Congressman Pete Stark Requests GAO Study into Medicare Secondary Payer Procedures

Last month, Congressman Pete Stark, Chairman of the Subcommittee on Health, Ways and Means Committee, sent a letter to the Government Accountability Office (GAO) formally requesting that the GAO conduct a study into the issues surrounding Medicare Secondary Payer rules as they pertain to non-group health plans.

In this letter Congressman Stark reaffirms Medicare’s role as a secondary payer when Medicare beneficiaries have received payment for medical care following a liability, no-fault, or workers’ compensation settlement.  This letter also brings attention to the difficulties the settling parties are encountering when trying to obtain information from the Centers for Medicare and Medicaid Services (CMS) such as conditional payments and approval of a proposed Medicare Set Aside Arrangement.

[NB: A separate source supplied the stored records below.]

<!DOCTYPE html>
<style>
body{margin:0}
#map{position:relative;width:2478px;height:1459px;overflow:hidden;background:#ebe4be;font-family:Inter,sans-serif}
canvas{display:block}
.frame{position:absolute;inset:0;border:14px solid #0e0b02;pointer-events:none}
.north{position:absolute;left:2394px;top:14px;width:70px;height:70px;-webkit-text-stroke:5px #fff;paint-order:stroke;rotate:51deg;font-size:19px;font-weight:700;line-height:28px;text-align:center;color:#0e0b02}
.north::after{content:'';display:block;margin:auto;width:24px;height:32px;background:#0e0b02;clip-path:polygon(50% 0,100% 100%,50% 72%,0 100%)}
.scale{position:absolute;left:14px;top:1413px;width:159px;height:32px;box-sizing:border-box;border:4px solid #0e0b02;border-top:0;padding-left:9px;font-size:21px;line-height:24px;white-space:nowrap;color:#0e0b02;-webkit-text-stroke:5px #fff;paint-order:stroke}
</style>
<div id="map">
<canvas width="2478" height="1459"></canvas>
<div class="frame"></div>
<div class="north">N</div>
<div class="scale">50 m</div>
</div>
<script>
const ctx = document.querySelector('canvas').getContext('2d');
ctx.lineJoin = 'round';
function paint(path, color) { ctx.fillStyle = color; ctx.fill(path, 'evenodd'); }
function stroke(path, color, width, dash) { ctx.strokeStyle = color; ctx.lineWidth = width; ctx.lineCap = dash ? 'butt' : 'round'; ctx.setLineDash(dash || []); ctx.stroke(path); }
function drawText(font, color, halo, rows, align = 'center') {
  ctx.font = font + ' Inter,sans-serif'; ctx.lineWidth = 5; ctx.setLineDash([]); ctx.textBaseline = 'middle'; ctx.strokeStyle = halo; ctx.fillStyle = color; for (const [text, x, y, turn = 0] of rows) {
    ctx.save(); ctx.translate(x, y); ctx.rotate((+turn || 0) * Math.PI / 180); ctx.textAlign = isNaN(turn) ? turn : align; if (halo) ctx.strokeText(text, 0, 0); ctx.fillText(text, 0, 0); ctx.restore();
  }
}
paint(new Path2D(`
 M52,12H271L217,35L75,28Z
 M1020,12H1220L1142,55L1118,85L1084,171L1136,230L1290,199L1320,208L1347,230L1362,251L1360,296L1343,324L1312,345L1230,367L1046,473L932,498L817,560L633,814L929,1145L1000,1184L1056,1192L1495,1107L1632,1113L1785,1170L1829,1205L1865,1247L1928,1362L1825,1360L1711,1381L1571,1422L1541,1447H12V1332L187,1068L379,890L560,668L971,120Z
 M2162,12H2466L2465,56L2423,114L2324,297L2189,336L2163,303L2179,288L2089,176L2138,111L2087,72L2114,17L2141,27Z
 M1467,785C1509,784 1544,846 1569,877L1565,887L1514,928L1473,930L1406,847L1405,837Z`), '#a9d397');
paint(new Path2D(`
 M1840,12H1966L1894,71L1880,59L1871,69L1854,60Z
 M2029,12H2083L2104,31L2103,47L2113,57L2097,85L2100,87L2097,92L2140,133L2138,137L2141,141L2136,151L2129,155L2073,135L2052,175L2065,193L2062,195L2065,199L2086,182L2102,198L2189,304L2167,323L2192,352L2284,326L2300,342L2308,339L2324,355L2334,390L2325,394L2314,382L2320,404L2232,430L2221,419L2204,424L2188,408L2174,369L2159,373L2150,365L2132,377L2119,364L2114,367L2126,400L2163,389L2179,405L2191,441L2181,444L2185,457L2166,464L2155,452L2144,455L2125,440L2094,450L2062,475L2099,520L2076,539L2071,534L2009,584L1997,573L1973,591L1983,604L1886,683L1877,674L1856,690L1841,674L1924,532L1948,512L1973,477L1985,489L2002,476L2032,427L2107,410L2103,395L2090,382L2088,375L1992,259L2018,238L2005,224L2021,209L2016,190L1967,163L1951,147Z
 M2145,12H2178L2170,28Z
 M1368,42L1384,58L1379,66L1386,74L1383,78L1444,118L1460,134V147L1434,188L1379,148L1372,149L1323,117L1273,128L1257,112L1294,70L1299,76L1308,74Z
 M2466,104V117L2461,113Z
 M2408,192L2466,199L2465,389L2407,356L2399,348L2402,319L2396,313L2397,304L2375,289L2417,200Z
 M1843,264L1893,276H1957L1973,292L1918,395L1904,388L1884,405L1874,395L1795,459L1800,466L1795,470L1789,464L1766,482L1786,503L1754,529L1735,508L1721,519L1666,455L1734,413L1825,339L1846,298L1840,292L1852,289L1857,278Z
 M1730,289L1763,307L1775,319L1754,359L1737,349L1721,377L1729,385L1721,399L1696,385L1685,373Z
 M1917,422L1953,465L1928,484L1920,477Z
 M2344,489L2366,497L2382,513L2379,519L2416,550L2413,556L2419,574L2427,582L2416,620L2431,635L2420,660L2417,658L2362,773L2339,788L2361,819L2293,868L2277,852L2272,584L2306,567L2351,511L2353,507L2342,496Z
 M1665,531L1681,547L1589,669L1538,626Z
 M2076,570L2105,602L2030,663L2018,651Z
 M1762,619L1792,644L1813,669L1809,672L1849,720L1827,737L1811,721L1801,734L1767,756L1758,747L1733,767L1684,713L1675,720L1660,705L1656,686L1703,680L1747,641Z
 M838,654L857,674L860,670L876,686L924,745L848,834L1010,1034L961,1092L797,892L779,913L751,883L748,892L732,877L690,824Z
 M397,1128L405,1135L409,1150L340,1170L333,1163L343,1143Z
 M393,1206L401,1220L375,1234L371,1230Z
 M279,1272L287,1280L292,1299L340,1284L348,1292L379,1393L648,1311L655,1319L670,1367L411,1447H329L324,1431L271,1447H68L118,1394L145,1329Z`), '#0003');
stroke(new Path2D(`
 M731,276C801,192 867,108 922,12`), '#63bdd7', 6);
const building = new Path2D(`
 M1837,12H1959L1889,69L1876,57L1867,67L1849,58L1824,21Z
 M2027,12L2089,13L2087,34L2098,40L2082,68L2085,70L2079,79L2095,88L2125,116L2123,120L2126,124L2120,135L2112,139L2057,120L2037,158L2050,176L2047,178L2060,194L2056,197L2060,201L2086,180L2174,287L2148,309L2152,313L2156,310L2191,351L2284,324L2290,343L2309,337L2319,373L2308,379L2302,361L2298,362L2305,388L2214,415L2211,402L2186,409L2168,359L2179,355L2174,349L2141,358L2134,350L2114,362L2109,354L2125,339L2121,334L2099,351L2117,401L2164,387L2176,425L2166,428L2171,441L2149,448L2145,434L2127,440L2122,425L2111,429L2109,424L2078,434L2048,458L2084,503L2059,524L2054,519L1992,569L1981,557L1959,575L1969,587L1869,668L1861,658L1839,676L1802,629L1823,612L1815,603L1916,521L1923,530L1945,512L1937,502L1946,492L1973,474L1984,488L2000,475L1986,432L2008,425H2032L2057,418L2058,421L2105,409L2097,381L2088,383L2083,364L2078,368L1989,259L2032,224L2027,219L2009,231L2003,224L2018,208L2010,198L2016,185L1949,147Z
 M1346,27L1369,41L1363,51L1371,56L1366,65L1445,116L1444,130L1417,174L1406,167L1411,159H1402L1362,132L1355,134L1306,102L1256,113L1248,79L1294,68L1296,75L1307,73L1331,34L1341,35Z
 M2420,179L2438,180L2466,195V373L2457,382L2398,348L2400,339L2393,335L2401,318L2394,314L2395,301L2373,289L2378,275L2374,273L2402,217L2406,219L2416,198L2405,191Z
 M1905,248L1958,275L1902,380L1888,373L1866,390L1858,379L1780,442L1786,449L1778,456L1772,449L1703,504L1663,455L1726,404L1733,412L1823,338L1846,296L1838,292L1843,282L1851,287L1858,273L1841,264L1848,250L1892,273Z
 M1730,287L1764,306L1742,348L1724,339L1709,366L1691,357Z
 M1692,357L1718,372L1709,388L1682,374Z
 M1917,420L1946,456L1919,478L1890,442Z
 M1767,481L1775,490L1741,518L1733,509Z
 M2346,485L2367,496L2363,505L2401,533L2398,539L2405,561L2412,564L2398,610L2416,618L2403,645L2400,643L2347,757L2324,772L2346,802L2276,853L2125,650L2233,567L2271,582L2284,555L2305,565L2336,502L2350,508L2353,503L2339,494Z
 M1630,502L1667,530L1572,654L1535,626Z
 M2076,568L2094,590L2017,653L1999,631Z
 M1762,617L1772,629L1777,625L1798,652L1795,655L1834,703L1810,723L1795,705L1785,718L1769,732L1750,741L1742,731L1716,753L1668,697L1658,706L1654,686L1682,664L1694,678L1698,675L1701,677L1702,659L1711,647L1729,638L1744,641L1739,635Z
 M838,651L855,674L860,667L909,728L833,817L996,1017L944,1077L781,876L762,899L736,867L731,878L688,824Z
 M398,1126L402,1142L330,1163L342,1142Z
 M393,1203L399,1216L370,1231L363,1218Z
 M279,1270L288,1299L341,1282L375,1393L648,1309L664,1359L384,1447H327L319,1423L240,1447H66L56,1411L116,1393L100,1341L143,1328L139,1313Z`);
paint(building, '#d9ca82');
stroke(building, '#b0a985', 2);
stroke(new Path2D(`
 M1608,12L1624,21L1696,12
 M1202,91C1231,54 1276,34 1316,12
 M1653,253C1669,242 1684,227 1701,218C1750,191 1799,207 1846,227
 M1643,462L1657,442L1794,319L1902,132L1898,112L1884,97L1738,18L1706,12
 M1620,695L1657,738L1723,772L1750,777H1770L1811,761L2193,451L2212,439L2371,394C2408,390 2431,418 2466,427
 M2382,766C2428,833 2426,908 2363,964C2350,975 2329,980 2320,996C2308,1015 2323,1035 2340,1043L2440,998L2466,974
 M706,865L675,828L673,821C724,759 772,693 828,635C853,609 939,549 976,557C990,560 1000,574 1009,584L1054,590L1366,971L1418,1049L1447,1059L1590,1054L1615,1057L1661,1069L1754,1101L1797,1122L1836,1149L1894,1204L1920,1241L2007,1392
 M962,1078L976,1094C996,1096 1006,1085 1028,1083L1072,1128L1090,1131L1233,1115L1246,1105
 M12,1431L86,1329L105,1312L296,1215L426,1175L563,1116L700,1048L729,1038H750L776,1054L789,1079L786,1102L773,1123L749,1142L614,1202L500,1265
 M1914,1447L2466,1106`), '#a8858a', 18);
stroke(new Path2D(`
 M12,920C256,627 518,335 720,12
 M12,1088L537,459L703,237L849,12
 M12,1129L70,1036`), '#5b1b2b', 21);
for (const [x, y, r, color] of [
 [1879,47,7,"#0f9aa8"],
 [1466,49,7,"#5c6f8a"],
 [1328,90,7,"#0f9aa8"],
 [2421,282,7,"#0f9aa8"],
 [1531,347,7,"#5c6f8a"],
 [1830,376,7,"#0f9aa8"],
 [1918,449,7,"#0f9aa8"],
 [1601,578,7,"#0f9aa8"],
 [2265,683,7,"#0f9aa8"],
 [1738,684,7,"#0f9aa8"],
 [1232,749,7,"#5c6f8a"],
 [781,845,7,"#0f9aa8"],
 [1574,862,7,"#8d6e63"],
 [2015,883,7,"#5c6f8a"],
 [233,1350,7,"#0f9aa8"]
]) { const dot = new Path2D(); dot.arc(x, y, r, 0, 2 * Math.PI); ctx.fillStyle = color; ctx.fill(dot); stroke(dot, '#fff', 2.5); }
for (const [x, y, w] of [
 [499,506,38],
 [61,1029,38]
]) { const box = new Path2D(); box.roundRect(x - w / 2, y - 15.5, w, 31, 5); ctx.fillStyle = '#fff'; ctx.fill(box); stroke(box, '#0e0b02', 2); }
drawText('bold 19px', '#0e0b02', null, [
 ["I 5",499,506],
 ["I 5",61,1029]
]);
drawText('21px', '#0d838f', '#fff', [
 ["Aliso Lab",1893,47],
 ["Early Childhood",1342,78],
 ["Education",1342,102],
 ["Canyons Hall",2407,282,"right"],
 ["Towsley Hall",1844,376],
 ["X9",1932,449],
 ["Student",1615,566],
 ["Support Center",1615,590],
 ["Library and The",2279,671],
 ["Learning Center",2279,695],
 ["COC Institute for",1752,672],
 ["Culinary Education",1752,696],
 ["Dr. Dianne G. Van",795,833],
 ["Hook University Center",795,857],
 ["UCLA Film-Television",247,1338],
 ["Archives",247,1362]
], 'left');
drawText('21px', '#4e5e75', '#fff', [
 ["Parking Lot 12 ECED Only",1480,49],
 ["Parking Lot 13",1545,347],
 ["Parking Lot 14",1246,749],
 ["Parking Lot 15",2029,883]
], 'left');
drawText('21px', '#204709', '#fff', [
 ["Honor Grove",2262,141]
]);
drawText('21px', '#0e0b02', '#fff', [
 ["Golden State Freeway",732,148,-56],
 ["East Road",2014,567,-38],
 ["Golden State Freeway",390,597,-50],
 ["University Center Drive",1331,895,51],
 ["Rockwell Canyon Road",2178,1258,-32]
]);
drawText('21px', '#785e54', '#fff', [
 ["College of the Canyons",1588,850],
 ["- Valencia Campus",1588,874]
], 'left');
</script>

This letter references two pieces of legislation as the catalyst for this study and specifically asks the GAO to address these questions:

1.   What aspects of CMS’s reporting and settlement procedures create challenges for  non-group health plans and what options could help address them?

2.   What are the current MSP workload, costs, and the amount of collections from the non-group health plans and how is that anticipated to change under mandatory reporting?

3.   What process does CMS use to track spending on beneficiaries who have received MSAs in workers compensation settlements and how much of the MSA money has been used to pay for Medicare covered services?

4.   What have been CMS’s timeframes for responding to requests from settling parties for information on Medicare’s interest in settlements?

An important thing to remember throughout all of this is that GAO studies have historically led to remarkable changes in the Medicare Set Aside (MSA) industry.  It is widely known that the last study the GAO conducted in the MSA arena led to the release of the “Patel Memo”, which announced that MSAs were now CMS’ preferred method of protecting Medicare’s interest in workers’ compensation cases.  While it may be presumptuous to assume another blockbuster change is on the horizon, Congressman Stark’s letter does give an indication that changes are being considered.